Spero che senta la nostalgia delle tradizioni. Che faccia un passo in avanti, buttando sempre lo sguardo verso il passato. Che si circondi anche di un non ritmo, non tempo, fatto di ricordi e conoscenza delle orme lasciate. Ho visto troppi giovani bombardarsi di presente e di notizie contenute in 140 caratteri, che hanno perso la voglia di leggere un libro seduti, senza consultare il cellulare, senza comunicarlo a tutti. Troppi che non impugnano più la macchina fotografica. Troppi che non ascoltano un disco, guardando l’orizzonte.
Quali sono, dal tuo punto di vista, i momenti storici in cui l’Italia è riuscita ad esportare la propria cultura all’estero?
Gli anni ’50, che hanno raccontato gli italiani, i problemi, le emozioni, la pancia della gente al cinema. Ma anche anni che hanno lasciato il segno nella moda, nella musica. Tuttavia penso che non siamo mai stati immobili. Il cibo, i ricercatori, gli artisti che sono riusciti a diventare simbolo, sono in continua espansione. La produzione migliore non si è mai fermata.
Sei molto presente sui social network; come vivi il fatto che i tuoi figli siano dei veri nativi digitali a differenza tua?
Mi spaventa. Mi spaventa che non conoscano la differenza, che non abbiano colto il passaggio da uno stato all’altro.
Il cinema italiano sembra essersi ultimamente rifugiato esclusivamente nel genere commedia, secondo te per quale motivo?
Non solo. Anzi. Lo dimostrano i tre registi in corsa a Cannes. Solo che purtroppo gli esordienti non sono sostenuti o aiutati da leggi ad hoc. E la sperimentazione non è concessa a tutti.
Un tuo pensiero sulla triade autoriale Sorrentino-Moretti-Garrone presente in Concorso a Cannes.
Sono orgogliosa, curiosa e ben rappresentata. Faccio il tifo per l’Italia e per loro. Se il nostro Paese riceve riconoscimenti, lo dobbiamo a italiani simili.
La grande possibilità offerta dalle piattaforme digitali farà scomparire la televisione generalista e il gusto “nazional-popolare”?
Siamo tutti popolari, fidati. Anche quelli travestiti da intellettuali.
La tua terra, la Basilicata, ha da sempre ispirato grandi autori. I tuoi pro e contro riguardo alla nomina di Matera capitale della cultura per il 2019.
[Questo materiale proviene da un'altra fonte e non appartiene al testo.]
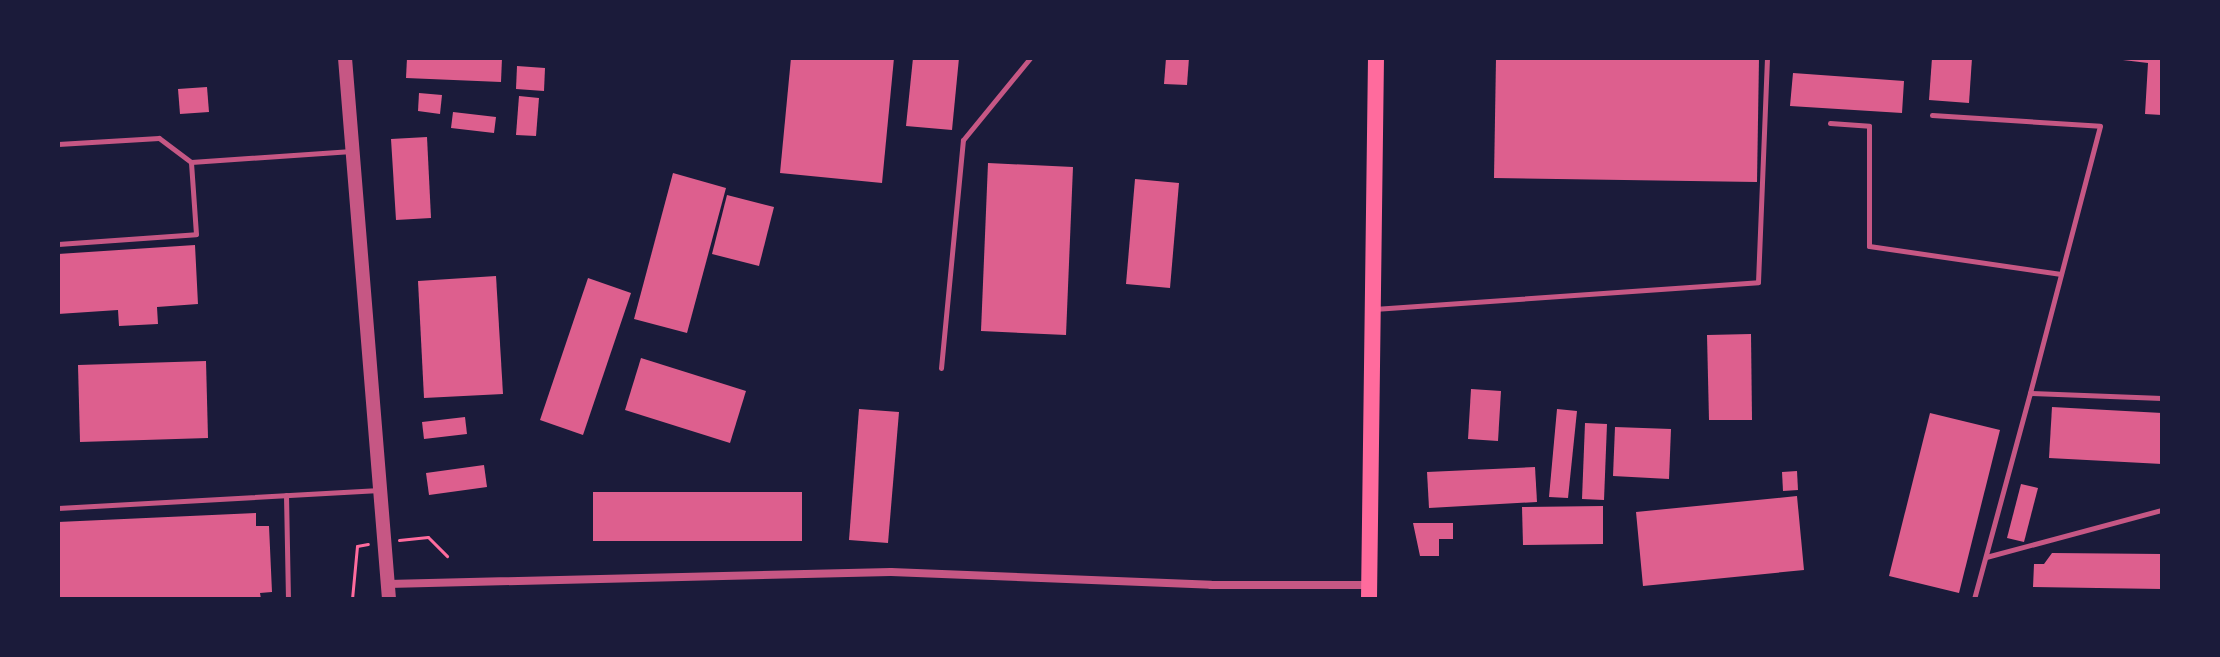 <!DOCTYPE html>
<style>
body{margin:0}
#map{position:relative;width:2220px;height:657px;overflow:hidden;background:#1b1b3a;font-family:Helvetica,sans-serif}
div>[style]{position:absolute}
.building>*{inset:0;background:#dd5f8e}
.path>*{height:3px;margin:-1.5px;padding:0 1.5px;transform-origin:1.5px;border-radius:1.5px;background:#ff6b9d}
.service>*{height:5px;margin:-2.5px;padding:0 2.5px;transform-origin:2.5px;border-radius:2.5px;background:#c65784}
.minor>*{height:8px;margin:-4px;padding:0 4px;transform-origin:4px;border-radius:4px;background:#c65784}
.tertiary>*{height:14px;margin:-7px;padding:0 7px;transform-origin:7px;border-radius:7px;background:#c65784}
.secondary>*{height:16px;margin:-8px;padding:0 8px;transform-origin:8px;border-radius:8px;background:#ff6b9d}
span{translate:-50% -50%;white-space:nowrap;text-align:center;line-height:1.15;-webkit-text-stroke:7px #1b1b3a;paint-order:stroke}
.frame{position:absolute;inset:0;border:60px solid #1b1b3a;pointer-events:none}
</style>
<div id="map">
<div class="building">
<i style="clip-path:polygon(407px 58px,502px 58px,501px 82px,406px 78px)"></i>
<i style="clip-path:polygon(791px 58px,894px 58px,882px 183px,780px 173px)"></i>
<i style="clip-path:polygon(913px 58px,959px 58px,952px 130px,906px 126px)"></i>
<i style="clip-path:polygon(1166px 58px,1189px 58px,1187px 85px,1164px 84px)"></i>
<i style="clip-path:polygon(1496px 58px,1759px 58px,1757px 182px,1494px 178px)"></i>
<i style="clip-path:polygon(1932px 58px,1972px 58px,1969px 103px,1929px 100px)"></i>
<i style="clip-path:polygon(2106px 58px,2162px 58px,2162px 115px,2145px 114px,2148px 63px)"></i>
<i style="clip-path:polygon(517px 66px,545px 68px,544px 91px,516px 89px)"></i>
<i style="clip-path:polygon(1793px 73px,1904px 81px,1902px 113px,1790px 106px)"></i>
<i style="clip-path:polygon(207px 87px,209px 112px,180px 114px,178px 89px)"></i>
<i style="clip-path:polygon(419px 93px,442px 95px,440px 114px,418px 111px)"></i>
<i style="clip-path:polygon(519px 96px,539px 98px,536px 136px,516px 135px)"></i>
<i style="clip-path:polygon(453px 112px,496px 117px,494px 133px,451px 128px)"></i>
<i style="clip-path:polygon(427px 137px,431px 218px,396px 220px,391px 139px)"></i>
<i style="clip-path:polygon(988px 163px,1073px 167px,1066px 335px,981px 331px)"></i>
<i style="clip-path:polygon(673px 173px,726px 188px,687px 333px,634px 319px)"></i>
<i style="clip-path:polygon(1135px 179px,1179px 183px,1170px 288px,1126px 284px)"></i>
<i style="clip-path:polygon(727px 195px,774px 207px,759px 266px,712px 254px)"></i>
<i style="clip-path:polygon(195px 245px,198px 304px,157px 307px,158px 324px,119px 326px,118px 310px,58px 314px,58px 254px)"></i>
<i style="clip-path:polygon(496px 276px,503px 394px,424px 398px,418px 281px)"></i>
<i style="clip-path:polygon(588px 278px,631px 293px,583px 435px,540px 420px)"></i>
<i style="clip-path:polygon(1751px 334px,1752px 420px,1709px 420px,1707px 335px)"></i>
<i style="clip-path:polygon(641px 358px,746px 391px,730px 443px,625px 410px)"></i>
<i style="clip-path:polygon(206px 361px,208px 438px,80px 442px,78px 365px)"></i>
<i style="clip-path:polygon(1471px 389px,1501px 391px,1498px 441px,1468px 439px)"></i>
<i style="clip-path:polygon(2052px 407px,2162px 413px,2162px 464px,2049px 458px)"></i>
<i style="clip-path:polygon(859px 409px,899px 412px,888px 543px,849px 540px)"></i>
<i style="clip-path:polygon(1557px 409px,1577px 411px,1568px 498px,1549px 497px)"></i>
<i style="clip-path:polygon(1930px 413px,2000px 430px,1959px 593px,1889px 576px)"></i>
<i style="clip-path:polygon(465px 417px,467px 434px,424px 439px,422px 422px)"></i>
<i style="clip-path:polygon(1585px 423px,1607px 424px,1604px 500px,1582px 499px)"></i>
<i style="clip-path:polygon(1615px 427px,1671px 429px,1669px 479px,1613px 476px)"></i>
<i style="clip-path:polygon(484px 465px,487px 487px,429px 495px,426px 473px)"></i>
<i style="clip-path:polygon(1535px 467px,1537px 502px,1429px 508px,1427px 472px)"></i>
<i style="clip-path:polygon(1797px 471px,1798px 490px,1783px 491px,1782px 472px)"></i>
<i style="clip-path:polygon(2021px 484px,2038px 488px,2024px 542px,2007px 538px)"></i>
<i style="clip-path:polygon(593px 492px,802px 492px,802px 541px,593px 541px)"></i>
<i style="clip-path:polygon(1797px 496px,1804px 570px,1643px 586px,1636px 512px)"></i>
<i style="clip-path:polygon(1603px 506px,1603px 544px,1523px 545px,1522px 507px)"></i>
<i style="clip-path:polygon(256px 513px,256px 526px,269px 526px,272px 592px,260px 593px,261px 599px,58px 599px,58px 522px)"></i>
<i style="clip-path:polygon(1413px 523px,1453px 523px,1453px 539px,1439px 539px,1439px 556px,1420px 556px)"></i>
<i style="clip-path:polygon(2052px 553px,2162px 554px,2162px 589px,2033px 587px,2034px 564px,2044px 564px)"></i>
</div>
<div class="path">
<i style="left:399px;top:540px;width:29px;rotate:-6deg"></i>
<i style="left:428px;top:537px;width:27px;rotate:45deg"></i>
<i style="left:352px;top:599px;width:53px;rotate:-84.6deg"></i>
<i style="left:357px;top:546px;width:11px;rotate:-10deg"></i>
</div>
<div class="service">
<i style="left:1932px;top:115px;width:168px;rotate:3.7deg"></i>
<i style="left:2100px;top:126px;width:276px;rotate:104.7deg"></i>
<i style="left:1830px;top:123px;width:39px;rotate:4deg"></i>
<i style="left:1869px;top:126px;width:120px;rotate:90deg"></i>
<i style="left:1869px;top:246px;width:194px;rotate:8.3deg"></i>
<i style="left:58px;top:144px;width:101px;rotate:-3.4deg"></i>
<i style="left:159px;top:138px;width:40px;rotate:37deg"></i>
<i style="left:191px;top:162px;width:161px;rotate:-3.9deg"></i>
<i style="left:58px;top:244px;width:138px;rotate:-4.1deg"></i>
<i style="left:196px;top:234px;width:72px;rotate:-94deg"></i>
<i style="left:1374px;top:309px;width:385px;rotate:-4deg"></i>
<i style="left:1758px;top:282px;width:224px;rotate:-87.7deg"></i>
<i style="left:941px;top:368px;width:229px;rotate:-84.5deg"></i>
<i style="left:963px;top:140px;width:106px;rotate:-50.7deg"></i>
<i style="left:286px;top:495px;width:104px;rotate:88.9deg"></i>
<i style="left:58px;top:508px;width:322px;rotate:-3.2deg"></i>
<i style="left:1986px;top:557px;width:182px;rotate:-15deg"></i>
<i style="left:1974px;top:599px;width:213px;rotate:-74.8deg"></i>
<i style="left:2030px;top:393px;width:132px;rotate:2.2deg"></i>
</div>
<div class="minor">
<i style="left:388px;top:584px;width:503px;rotate:-1.37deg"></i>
<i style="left:891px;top:572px;width:320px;rotate:2.3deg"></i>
<i style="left:1211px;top:585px;width:158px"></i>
</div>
<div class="tertiary">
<i style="left:345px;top:58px;width:543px;rotate:85.35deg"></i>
</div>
<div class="secondary">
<i style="left:1369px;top:599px;width:541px;rotate:-89.26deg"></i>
</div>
<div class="frame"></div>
</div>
Non esistono contro. Se non i trasporti per arrivarci. I pro sono che è la terra più bella al mondo. Selvatica, onesta, bellissima. Con gusti e tradizioni da riscoprire. Per troppi anni tenuta nell’ombra, immeritatamente.
I tuoi progetti futuri?
Il mio libro in libreria dal 30 aprile, edito da Garzanti: “Verrà il vento e ti parlerà di me”. Promuoverlo in giro per l’Italia. Sperando di far conoscere la mia terra ancor di più.